The next morning, when I voted, it felt good.  I was part of something so much larger than myself, and yet I had worked very hard to bend that something to my will.  Even though my candidate lost, I’ve never again felt so good about voting.  Even when my preferred candidates actually won, I never felt so good.

I wonder why.

This Election Day, 6 November 2018, I see out my window an especially beautiful sunset, with streaks of bright pink in the dissipating clouds that had brought rain to many polling places in the East.  Why, then, am I so afraid when I imagine the lights turning on in rural America?  The people inside are no doubt looking at their television sets to learn the latest results and predictions.  Which I’ll avoid doing for as long as my fear remains stronger than my curiosity.

Then what?



Characterizations: been there, well written

Comments

  1. John Zussman says:

    I love the youthful hope and idealism you capture in this story, the feeling that American democracy will prevail and make everything all right, and the way you leave us in anticipation on the brink, when the voting has been done but the results are still unknown.
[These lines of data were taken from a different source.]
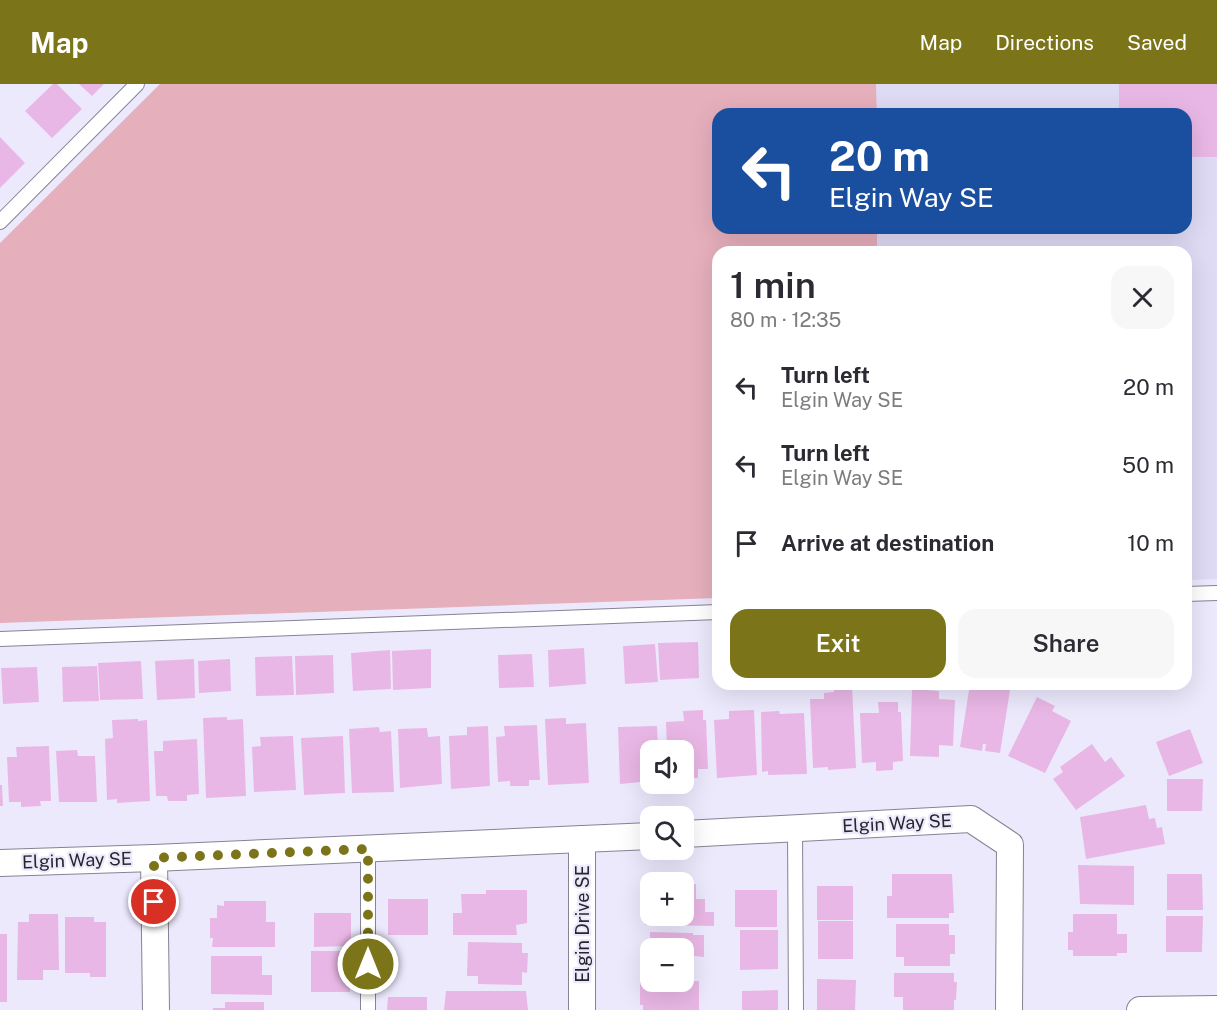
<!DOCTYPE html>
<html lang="en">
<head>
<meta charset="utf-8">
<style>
  :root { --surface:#fff; --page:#f7f7f7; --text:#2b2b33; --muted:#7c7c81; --accent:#7b7418 }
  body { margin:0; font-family:"Public Sans",sans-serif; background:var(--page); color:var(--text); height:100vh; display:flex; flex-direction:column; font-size:22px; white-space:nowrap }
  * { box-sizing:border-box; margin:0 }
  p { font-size:20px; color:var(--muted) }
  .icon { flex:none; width:33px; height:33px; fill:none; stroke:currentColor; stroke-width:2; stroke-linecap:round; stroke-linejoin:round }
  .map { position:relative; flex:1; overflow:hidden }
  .drawer { position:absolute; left:712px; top:162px; width:480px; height:444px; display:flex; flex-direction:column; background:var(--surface); border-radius:18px; box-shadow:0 6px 24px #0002 }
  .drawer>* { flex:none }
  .guide { position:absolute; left:712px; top:24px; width:480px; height:126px; border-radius:18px; box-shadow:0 6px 24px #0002; background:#1a4fa0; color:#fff; overflow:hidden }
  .controls { position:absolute; left:640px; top:656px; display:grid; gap:12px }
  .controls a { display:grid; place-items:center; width:54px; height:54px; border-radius:12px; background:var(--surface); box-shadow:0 6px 24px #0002; font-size:30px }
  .pin { position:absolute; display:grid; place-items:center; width:51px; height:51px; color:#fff; margin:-26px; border:3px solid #fff; border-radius:50%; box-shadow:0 2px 6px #0007 }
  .me { position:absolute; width:66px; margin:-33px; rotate:0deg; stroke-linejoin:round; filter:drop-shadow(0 0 4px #0008) }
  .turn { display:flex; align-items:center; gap:21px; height:126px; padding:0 18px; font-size:27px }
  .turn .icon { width:78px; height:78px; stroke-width:2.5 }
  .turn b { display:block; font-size:42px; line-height:51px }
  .round { display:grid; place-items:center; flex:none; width:63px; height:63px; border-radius:18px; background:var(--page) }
  .overview { display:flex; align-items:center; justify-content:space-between; height:102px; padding:0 18px }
  h1 { font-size:36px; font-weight:600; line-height:45px }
  .cta { display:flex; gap:12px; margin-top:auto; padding:12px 18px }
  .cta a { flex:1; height:69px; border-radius:18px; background:var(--accent); color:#fff; font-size:24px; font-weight:600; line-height:69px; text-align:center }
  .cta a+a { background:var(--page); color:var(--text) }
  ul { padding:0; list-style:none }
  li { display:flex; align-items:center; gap:18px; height:78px; padding:0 18px }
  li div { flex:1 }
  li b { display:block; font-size:22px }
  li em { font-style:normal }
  header { display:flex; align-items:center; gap:36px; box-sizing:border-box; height:84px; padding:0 30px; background:var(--accent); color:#fff }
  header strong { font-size:28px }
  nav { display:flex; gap:33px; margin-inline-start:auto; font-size:21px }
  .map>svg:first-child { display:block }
  .built { fill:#e0dbf5 }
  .green { fill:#e6afbc }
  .building { fill:#e9b7e5 }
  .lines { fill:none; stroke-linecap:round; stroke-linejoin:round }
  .lane-casing { stroke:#868394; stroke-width:16 }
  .street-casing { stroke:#868394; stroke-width:28 }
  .lane { stroke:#fff; stroke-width:14 }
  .street { stroke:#fff; stroke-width:26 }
  .route { stroke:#7b7418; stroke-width:10; stroke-dasharray:0 18 }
  .labels { text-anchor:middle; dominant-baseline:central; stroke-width:4.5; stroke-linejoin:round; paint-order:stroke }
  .street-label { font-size:18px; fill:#28262d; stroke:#ede9fd }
</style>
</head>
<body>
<header>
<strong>Map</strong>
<nav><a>Map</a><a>Directions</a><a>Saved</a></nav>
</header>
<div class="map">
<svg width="1217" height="926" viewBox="0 0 1217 926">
  <rect width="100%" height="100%" fill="#ede9fd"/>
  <!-- built -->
  <polygon class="built" points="876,0 1217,0 1217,495 1187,496 1186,168 877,168 877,144 1186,144 1186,30 877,30"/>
  <!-- green -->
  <polygon class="green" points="160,0 876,0 877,30 718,30 718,144 877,144 877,168 718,168 718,514 0,539 0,159"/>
  <!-- building -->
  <g class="building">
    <polygon points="53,0 57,0 82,25 52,54 25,27"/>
    <polygon points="79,0 104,0 92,12"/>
    <polygon points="1119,0 1217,0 1217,73 1186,73 1186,30 1119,30"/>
    <polygon points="0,53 25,79 0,104"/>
    <polygon points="698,558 699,594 660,596 658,559"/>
    <polygon points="655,560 658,598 625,600 623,562"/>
    <polygon points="584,564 586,600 549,603 548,566"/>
    <polygon points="431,565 431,604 393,606 392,567"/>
    <polygon points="390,566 391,605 353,607 351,569"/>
    <polygon points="532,570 534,603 499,604 498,571"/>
    <polygon points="333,571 334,609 296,611 295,572"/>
    <polygon points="292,572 294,611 256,612 255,573"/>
    <polygon points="194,575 195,614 157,616 155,577"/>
    <polygon points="230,575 231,607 199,609 198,577"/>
    <polygon points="141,577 143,615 100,616 98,579"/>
    <polygon points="97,582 99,617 63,618 62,583"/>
    <polygon points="37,583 39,618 3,620 1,584"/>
    <polygon points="970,600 1011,600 1000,669 985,667 986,660 983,660 982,667 960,663"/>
    <polygon points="852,602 856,684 828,686 828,683 813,684 810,615 824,615 824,609 834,608 834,603"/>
    <polygon points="912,605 939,607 939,615 955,616 953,662 939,661 939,673 910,672"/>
    <polygon points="1037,613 1055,622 1052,627 1071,637 1045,689 1008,672"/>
    <polygon points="878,618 898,618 898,628 901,628 903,677 893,678 893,686 876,687 876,678 862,679 860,629 879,629"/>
    <polygon points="703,626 703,636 706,636 708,685 698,685 698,694 684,694 684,666 667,666 666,638 684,637 683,627"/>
    <polygon points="754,626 757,691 717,694 714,636 729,635 729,627"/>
    <polygon points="779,627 780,630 804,629 807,690 768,691 768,687 762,688 761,628"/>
    <polygon points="227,633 227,636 243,635 246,712 206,714 203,634"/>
    <polygon points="566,634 566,640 586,639 589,699 548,701 545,635"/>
    <polygon points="138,635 138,637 147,636 150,717 117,719 117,715 107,716 105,655 113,654 112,636"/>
    <polygon points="537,641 540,696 529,696 529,702 510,702 510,697 498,698 496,653 505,652 504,642"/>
    <polygon points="488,642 490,702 451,705 449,652 467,651 467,643"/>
    <polygon points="657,642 658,666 651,666 651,697 620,700 618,643"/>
    <polygon points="379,643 380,648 391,647 394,708 352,709 349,645"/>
    <polygon points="427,644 428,653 440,652 442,700 400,704 398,645"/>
    <polygon points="1190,645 1203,679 1169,692 1156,658"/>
    <polygon points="293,652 296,706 254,708 252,663 261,662 260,653"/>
    <polygon points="343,652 345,709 304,711 301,654"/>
    <polygon points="197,655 199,710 187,711 187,717 168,717 167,712 156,712 154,667 163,667 163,657"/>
    <polygon points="1092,660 1105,678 1111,673 1125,692 1076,726 1053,695 1063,688 1060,683"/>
    <polygon points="49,662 51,717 40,717 41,722 21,723 21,718 9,718 7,673 17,673 16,663"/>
    <polygon points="77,666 78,672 95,672 97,718 59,718 56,667"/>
    <polygon points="1167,695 1203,695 1202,727 1167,727"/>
    <polygon points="0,701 2,701 3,722 0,722"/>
    <polygon points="1146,721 1149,735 1155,734 1157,744 1162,743 1165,760 1086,775 1080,733"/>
    <polygon points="1078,781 1134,782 1134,821 1080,820"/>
    <polygon points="892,790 952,790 954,829 949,829 949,834 887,834 887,812 892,812"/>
    <polygon points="1167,790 1202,790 1203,826 1167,826"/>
    <polygon points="684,800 696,800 696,815 705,815 705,828 714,828 714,842 645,841 646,813 651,813 651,831 684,831"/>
    <rect x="817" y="802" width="36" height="34"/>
    <polygon points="486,806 527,806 527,839 516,841 517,851 453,851 453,829 462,829 461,810 486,810"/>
    <rect x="735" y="806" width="42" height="37"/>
    <rect x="388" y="815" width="40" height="36"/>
    <polygon points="224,817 266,817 266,838 275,838 275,863 212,863 213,854 210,854 210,834 217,834 217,821 224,822"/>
    <polygon points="314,829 351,829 351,862 314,863"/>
    <polygon points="29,830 58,830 59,886 43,886 43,896 17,896 18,838 29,838"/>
    <polygon points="1073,830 1117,830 1117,850 1127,850 1127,869 1117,869 1117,872 1073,872 1073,866 1068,866 1068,848 1073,848"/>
    <polygon points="1166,832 1203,832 1202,868 1166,868"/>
    <polygon points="65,833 94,833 94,838 106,838 106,893 90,893 90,889 65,889"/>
    <rect x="818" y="837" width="35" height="38"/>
    <polygon points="896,840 949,840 949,851 955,851 955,870 950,870 950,882 904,882 904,873 896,873"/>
    <polygon points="740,846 778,846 778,885 740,886"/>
    <polygon points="650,848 693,849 693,851 704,851 704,873 694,872 694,891 684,891 684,864 650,864"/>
    <rect x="0" y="850" width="7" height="68"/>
    <polygon points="468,858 522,859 522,869 528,869 527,889 522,888 522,901 478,900 478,892 467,892"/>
    <polygon points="651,866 651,886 640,884 640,867"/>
    <rect x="311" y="867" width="39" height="41"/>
    <polygon points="211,872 262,872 262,891 272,891 272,911 211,910"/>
    <polygon points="894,889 954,889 954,898 957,898 956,916 954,916 954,926 903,926 903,913 894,913"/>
    <polygon points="817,895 856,896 855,926 817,926"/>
    <polygon points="640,897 699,897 699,926 643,926 643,921 640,921"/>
    <polygon points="778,906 778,926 742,926 742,907"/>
    <polygon points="446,907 526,907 528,926 444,926"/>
    <polygon points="388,913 427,913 427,926 387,926"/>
    <polygon points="225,918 264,918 264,926 213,926 213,924 225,924"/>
  </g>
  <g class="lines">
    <!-- lane casing -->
    <g class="lane-casing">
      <g id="lane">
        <polyline points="0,138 137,0"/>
        <polyline points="1186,510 1217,509"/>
        <polyline points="0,555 718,528"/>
        <polyline points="795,745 796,926"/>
        <polyline points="368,765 368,926"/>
      </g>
    </g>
    <!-- street casing -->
    <g class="street-casing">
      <g id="street">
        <polyline points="684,750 971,735 1010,761 1009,926"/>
        <polyline points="582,755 582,926"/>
        <polyline points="154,774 156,926"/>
        <polyline points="0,779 154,774 651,752"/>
        <polyline points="1140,926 1217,925"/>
      </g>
    </g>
    <!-- lane -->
    <use href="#lane" class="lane"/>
    <!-- street -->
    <use href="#street" class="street"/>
  </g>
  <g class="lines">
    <!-- route -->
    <polyline class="route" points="154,818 154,774 368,765 368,880"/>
  </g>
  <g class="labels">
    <!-- street labels -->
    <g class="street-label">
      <text transform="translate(897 739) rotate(-3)">Elgin Way SE</text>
      <text transform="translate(77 776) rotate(-2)">Elgin Way SE</text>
      <text transform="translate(582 840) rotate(-90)">Elgin Drive SE</text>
    </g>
  </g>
</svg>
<div class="controls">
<a><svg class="icon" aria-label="sound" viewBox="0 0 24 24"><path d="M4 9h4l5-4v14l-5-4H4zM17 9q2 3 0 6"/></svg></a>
<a><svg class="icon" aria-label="search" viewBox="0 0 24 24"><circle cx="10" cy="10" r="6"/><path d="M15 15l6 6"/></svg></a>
<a>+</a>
<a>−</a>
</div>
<div class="pin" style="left:154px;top:818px;background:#d93025"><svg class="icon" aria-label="arrive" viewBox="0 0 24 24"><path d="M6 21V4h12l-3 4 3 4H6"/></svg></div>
<svg class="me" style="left:368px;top:880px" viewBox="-20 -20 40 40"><circle r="17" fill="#7b7418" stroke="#fff" stroke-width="3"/><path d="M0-11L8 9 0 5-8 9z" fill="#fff"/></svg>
<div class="guide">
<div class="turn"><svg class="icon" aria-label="left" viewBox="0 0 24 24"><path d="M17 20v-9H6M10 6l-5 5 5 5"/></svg><div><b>20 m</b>Elgin Way SE</div></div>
</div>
<section class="drawer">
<div class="overview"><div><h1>1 min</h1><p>80 m · 12:35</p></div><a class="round"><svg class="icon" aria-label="close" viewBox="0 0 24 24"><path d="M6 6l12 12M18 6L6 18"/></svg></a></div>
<ul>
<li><svg class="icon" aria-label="left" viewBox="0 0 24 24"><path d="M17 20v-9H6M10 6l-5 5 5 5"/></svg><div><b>Turn left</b><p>Elgin Way SE</p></div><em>20 m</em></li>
<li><svg class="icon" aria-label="left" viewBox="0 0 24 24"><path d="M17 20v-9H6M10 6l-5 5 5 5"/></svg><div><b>Turn left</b><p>Elgin Way SE</p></div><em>50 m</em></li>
<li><svg class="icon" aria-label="arrive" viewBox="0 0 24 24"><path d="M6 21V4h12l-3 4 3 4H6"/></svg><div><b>Arrive at destination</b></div><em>10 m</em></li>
</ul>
<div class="cta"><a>Exit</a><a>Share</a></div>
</section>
</div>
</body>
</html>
Alas, we’ve lived too long and seen too much. But we’ve also seen the pendulum swing—unless someone’s holding it to one side.

  2. Love that line, ‘… as long as my fear remains stronger than my curiosity.” An apt description for these times, as opposed to your enthusiasm for an earlier election. I don’t think I could have managed to watch the election returns without the collective fear and curiosity of an election watch group and several glasses of wine!